*EXERCISE OBJECTIVE*
Filter the entries, keeping every line with the word "font".

*Stored items*
[Start of Attachment]
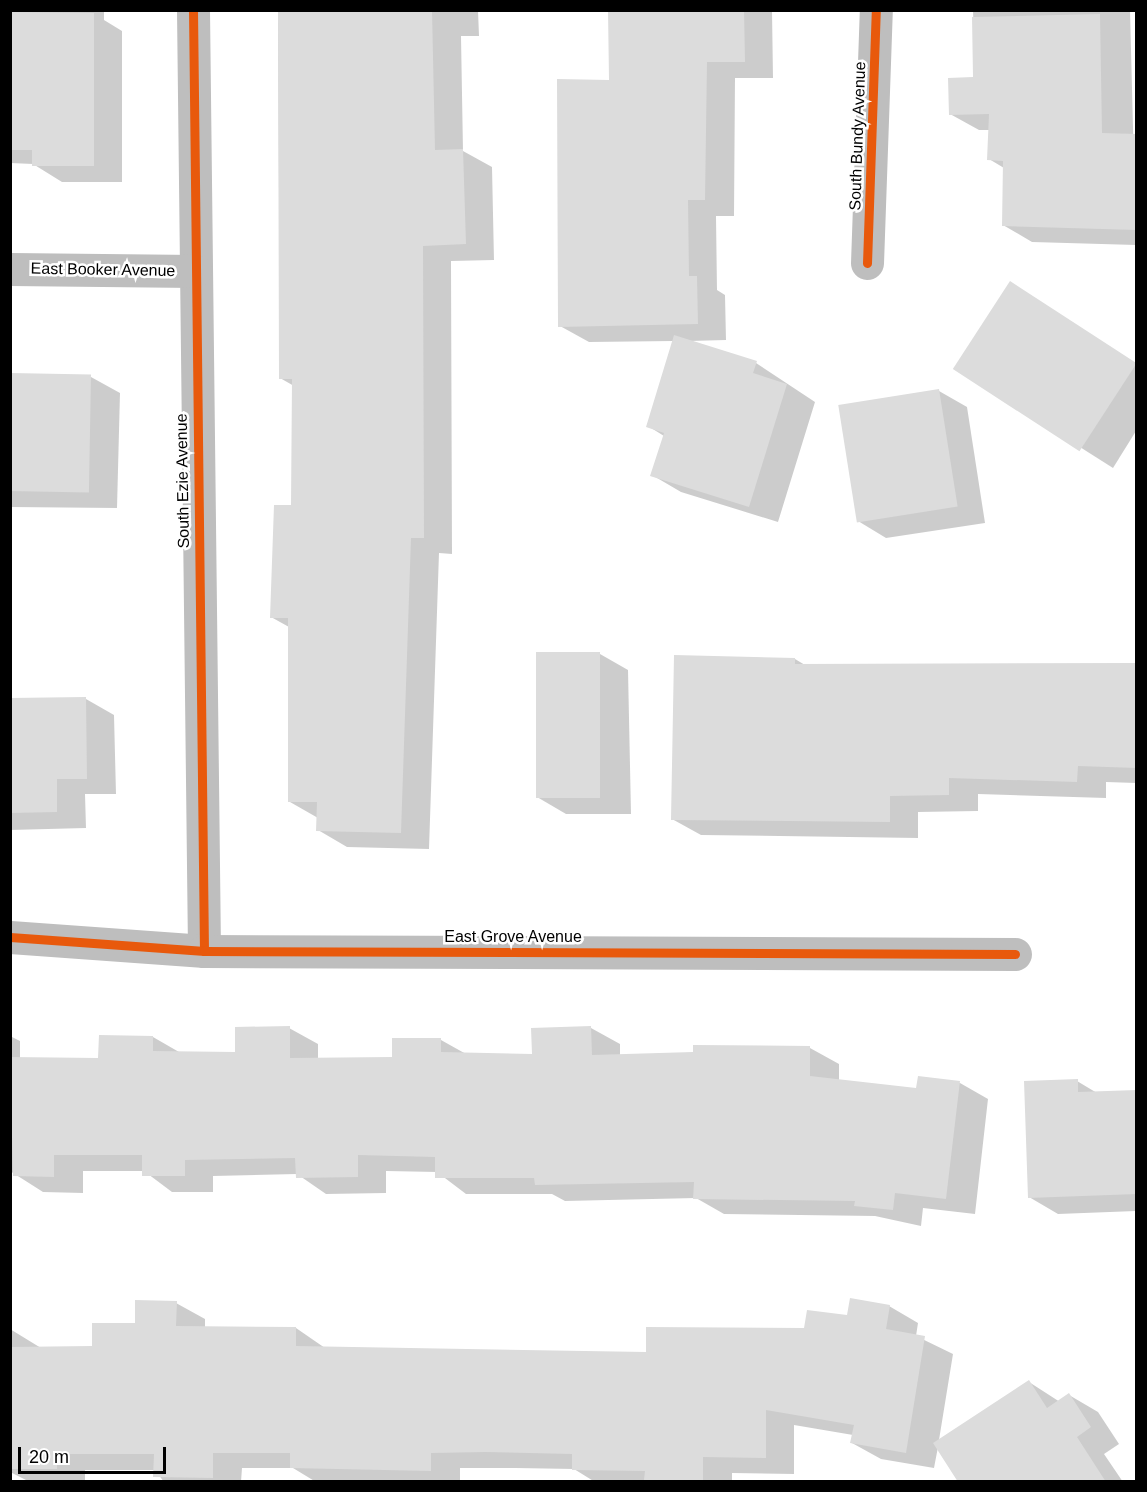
<!DOCTYPE html>
<style>
body{margin:0}
#map{position:relative;width:1147px;height:1492px;overflow:hidden;background:#fff;font-family:Arial,sans-serif}
div>[style]{position:absolute}
.shadow>*{inset:0;background:#0003}
.building>*{inset:0;background:#dcdcdc;transform-origin:0 0}
.minor>*{height:33px;margin:-16.5px;padding:0 16.5px;transform-origin:16.5px;border-radius:16.5px;background:#bebebe}
.cycleway>*{height:9px;margin:-4.5px;padding:0 4.5px;transform-origin:4.5px;border-radius:4.5px;background:#e8590c}
span{translate:-50% -50%;white-space:nowrap;text-align:center;line-height:1.15;-webkit-text-stroke:5px #fff;paint-order:stroke}
.street-label{font-size:16px;color:#000}
.frame{position:absolute;inset:0;border:12px solid #000;pointer-events:none}
.scale{position:absolute;left:18px;top:1447px;width:148px;height:27px;box-sizing:border-box;border:3px solid #000;border-top:0;padding-left:8px;font-size:18px;line-height:21px;white-space:nowrap;color:#000;-webkit-text-stroke:4px #fff;paint-order:stroke}
</style>
<div id="map">
<div class="shadow">
<i style="clip-path:polygon(10px 10px,104px 10px,104px 20px,122px 31px,122px 182px,62px 182px,33px 164px,10px 163px)"></i>
<i style="clip-path:polygon(278px 10px,478px 10px,479px 36px,461px 36px,463px 151px,492px 167px,494px 260px,451px 261px,452px 554px,439px 553px,429px 849px,347px 847px,318px 830px,318px 818px,290px 802px,289px 627px,271px 617px,293px 506px,294px 386px,280px 378px)"></i>
<i style="clip-path:polygon(610px 10px,772px 10px,773px 78px,735px 78px,734px 216px,716px 216px,717px 290px,725px 295px,726px 340px,689px 341px,756px 363px,815px 402px,778px 522px,681px 492px,652px 475px,664px 436px,648px 426px,674px 341px,589px 342px,560px 326px,611px 81px)"></i>
<i style="clip-path:polygon(973px 10px,1130px 10px,1136px 245px,1032px 242px,1003px 225px,1004px 168px,989px 159px,990px 130px,979px 130px,950px 114px,975px 78px)"></i>
<i style="clip-path:polygon(1136px 362px,1136px 431px,1113px 468px,955px 368px)"></i>
<i style="clip-path:polygon(10px 375px,91px 377px,120px 393px,117px 508px,10px 507px)"></i>
<i style="clip-path:polygon(939px 391px,967px 407px,985px 523px,886px 538px,858px 521px)"></i>
<i style="clip-path:polygon(600px 654px,628px 670px,631px 814px,566px 814px,537px 797px)"></i>
<i style="clip-path:polygon(795px 659px,805px 665px,1136px 665px,1136px 783px,1106px 782px,1106px 798px,978px 794px,978px 811px,918px 812px,918px 838px,701px 835px,672px 819px)"></i>
<i style="clip-path:polygon(10px 699px,86px 699px,114px 715px,116px 794px,85px 794px,86px 828px,10px 830px)"></i>
<i style="clip-path:polygon(289px 1028px,318px 1044px,318px 1059px,393px 1058px,441px 1040px,466px 1054px,533px 1056px,533px 1029px,591px 1028px,620px 1044px,620px 1055px,695px 1053px,695px 1046px,810px 1048px,839px 1064px,839px 1081px,918px 1090px,960px 1083px,988px 1099px,975px 1214px,923px 1208px,921px 1226px,875px 1216px,724px 1214px,696px 1198px,565px 1201px,552px 1194px,466px 1194px,437px 1172px,386px 1171px,386px 1193px,326px 1194px,297px 1174px,213px 1176px,213px 1192px,172px 1192px,144px 1171px,83px 1171px,83px 1193px,43px 1192px,10px 1171px,10px 1036px,20px 1041px,20px 1058px,100px 1059px,100px 1037px,153px 1037px,179px 1052px,237px 1053px)"></i>
<i style="clip-path:polygon(1077px 1081px,1097px 1093px,1136px 1091px,1136px 1211px,1058px 1214px,1029px 1197px)"></i>
<i style="clip-path:polygon(176px 1303px,205px 1319px,205px 1328px,296px 1328px,325px 1348px,648px 1353px,805px 1329px,889px 1306px,918px 1323px,916px 1336px,953px 1354px,939px 1440px,1029px 1382px,1060px 1402px,1069px 1395px,1098px 1412px,1119px 1444px,1104px 1454px,1123px 1482px,960px 1482px,938px 1447px,934px 1468px,881px 1459px,852px 1443px,853px 1435px,794px 1425px,794px 1474px,732px 1473px,732px 1482px,595px 1482px,574px 1469px,515px 1468px,460px 1468px,460px 1482px,316px 1482px,293px 1468px,242px 1468px,241px 1482px,164px 1482px,155px 1470px,85px 1470px,85px 1482px,30px 1482px,10px 1472px,10px 1329px,41px 1348px,93px 1347px)"></i>
</div>
<div class="building">
<i style="clip-path:polygon(278px 10px,432px 10px,435px 150px,463px 149px,466px 244px,423px 246px,424px 538px,411px 538px,401px 833px,316px 831px,317px 802px,288px 802px,288px 618px,270px 618px,274px 505px,291px 505px,292px 379px,279px 379px)"></i>
<i style="clip-path:polygon(608px 10px,744px 10px,745px 62px,707px 62px,705px 200px,688px 200px,689px 276px,697px 276px,698px 324px,558px 327px,557px 79px,609px 80px)"></i>
<i style="clip-path:polygon(10px 12px,94px 13px,94px 166px,32px 166px,32px 150px,10px 150px)"></i>
<i style="clip-path:polygon(1100px 14px,1102px 133px,1137px 134px,1137px 230px,1002px 226px,1003px 161px,987px 160px,989px 114px,949px 115px,948px 78px,973px 77px,972px 17px)"></i>
<i style="left:1010px;top:281px;width:151px;height:105px;rotate:33deg"></i>
<i style="clip-path:polygon(674px 335px,757px 361px,753px 373px,787px 384px,749px 507px,650px 476px,664px 433px,646px 427px)"></i>
<i style="left:10px;top:373px;width:81px;height:118px;rotate:1deg"></i>
<i style="left:939px;top:389px;width:119px;height:102px;rotate:81deg"></i>
<i style="left:536px;top:652px;width:64px;height:146px"></i>
<i style="clip-path:polygon(674px 655px,795px 658px,795px 664px,1137px 663px,1137px 768px,1078px 766px,1077px 782px,949px 778px,949px 795px,890px 796px,890px 822px,671px 820px)"></i>
<i style="clip-path:polygon(86px 697px,87px 779px,57px 779px,57px 812px,10px 813px,10px 698px)"></i>
<i style="clip-path:polygon(290px 1026px,290px 1058px,392px 1057px,392px 1038px,441px 1038px,441px 1052px,532px 1054px,531px 1028px,591px 1026px,592px 1055px,693px 1052px,693px 1045px,810px 1046px,810px 1076px,916px 1088px,918px 1076px,960px 1081px,946px 1199px,895px 1193px,893px 1210px,854px 1206px,855px 1201px,693px 1199px,694px 1182px,535px 1185px,534px 1178px,435px 1178px,435px 1157px,358px 1155px,358px 1177px,296px 1178px,295px 1158px,185px 1160px,185px 1176px,142px 1176px,142px 1155px,54px 1155px,54px 1177px,13px 1176px,10px 1057px,98px 1058px,99px 1035px,153px 1036px,153px 1051px,235px 1052px,235px 1027px)"></i>
<i style="clip-path:polygon(1078px 1079px,1078px 1092px,1137px 1090px,1137px 1194px,1028px 1198px,1024px 1081px)"></i>
<i style="clip-path:polygon(850px 1298px,890px 1305px,886px 1329px,925px 1336px,906px 1453px,850px 1443px,854px 1425px,766px 1410px,766px 1458px,703px 1457px,703px 1480px,644px 1480px,645px 1471px,572px 1470px,572px 1454px,485px 1452px,431px 1453px,431px 1471px,290px 1468px,290px 1453px,213px 1453px,213px 1478px,153px 1477px,154px 1454px,57px 1454px,57px 1469px,10px 1469px,10px 1347px,92px 1346px,92px 1323px,135px 1323px,135px 1300px,177px 1301px,176px 1326px,296px 1327px,296px 1346px,646px 1352px,646px 1327px,804px 1328px,807px 1310px,847px 1315px)"></i>
<i style="clip-path:polygon(1029px 1380px,1047px 1408px,1069px 1393px,1091px 1427px,1077px 1437px,1106px 1482px,958px 1482px,933px 1443px)"></i>
</div>
<div class="minor">
<i style="left:193px;top:10px;width:941px;rotate:89.33deg"></i>
<i style="left:867px;top:263px;width:253px;rotate:-88deg"></i>
<i style="left:10px;top:269px;width:185px;rotate:0.6deg"></i>
<i style="left:10px;top:937px;width:195px;rotate:4.1deg"></i>
<i style="left:204px;top:951px;width:811px;rotate:0.21deg"></i>
</div>
<div class="cycleway">
<i style="left:193px;top:10px;width:941px;rotate:89.33deg"></i>
<i style="left:867px;top:263px;width:253px;rotate:-88deg"></i>
<i style="left:10px;top:937px;width:195px;rotate:4.1deg"></i>
<i style="left:204px;top:951px;width:811px;rotate:0.21deg"></i>
</div>
<div class="street-label">
<span style="left:858px;top:136px;rotate:-88deg">South Bundy Avenue</span>
<span style="left:103px;top:270px;rotate:1deg">East Booker Avenue</span>
<span style="left:183px;top:481px;rotate:-91deg">South Ezie Avenue</span>
<span style="left:513px;top:937px">East Grove Avenue</span>
</div>
<div class="frame"></div>
<div class="scale">20 m</div>
</div>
[End of Attachment]
*WRITTEN SOLUTION*
#map{position:relative;width:1147px;height:1492px;overflow:hidden;background:#fff;font-family:Arial,sans-serif}
.street-label{font-size:16px;color:#000}
.scale{position:absolute;left:18px;top:1447px;width:148px;height:27px;box-sizing:border-box;border:3px solid #000;border-top:0;padding-left:8px;font-size:18px;line-height:21px;white-space:nowrap;color:#000;-webkit-text-stroke:4px #fff;paint-order:stroke}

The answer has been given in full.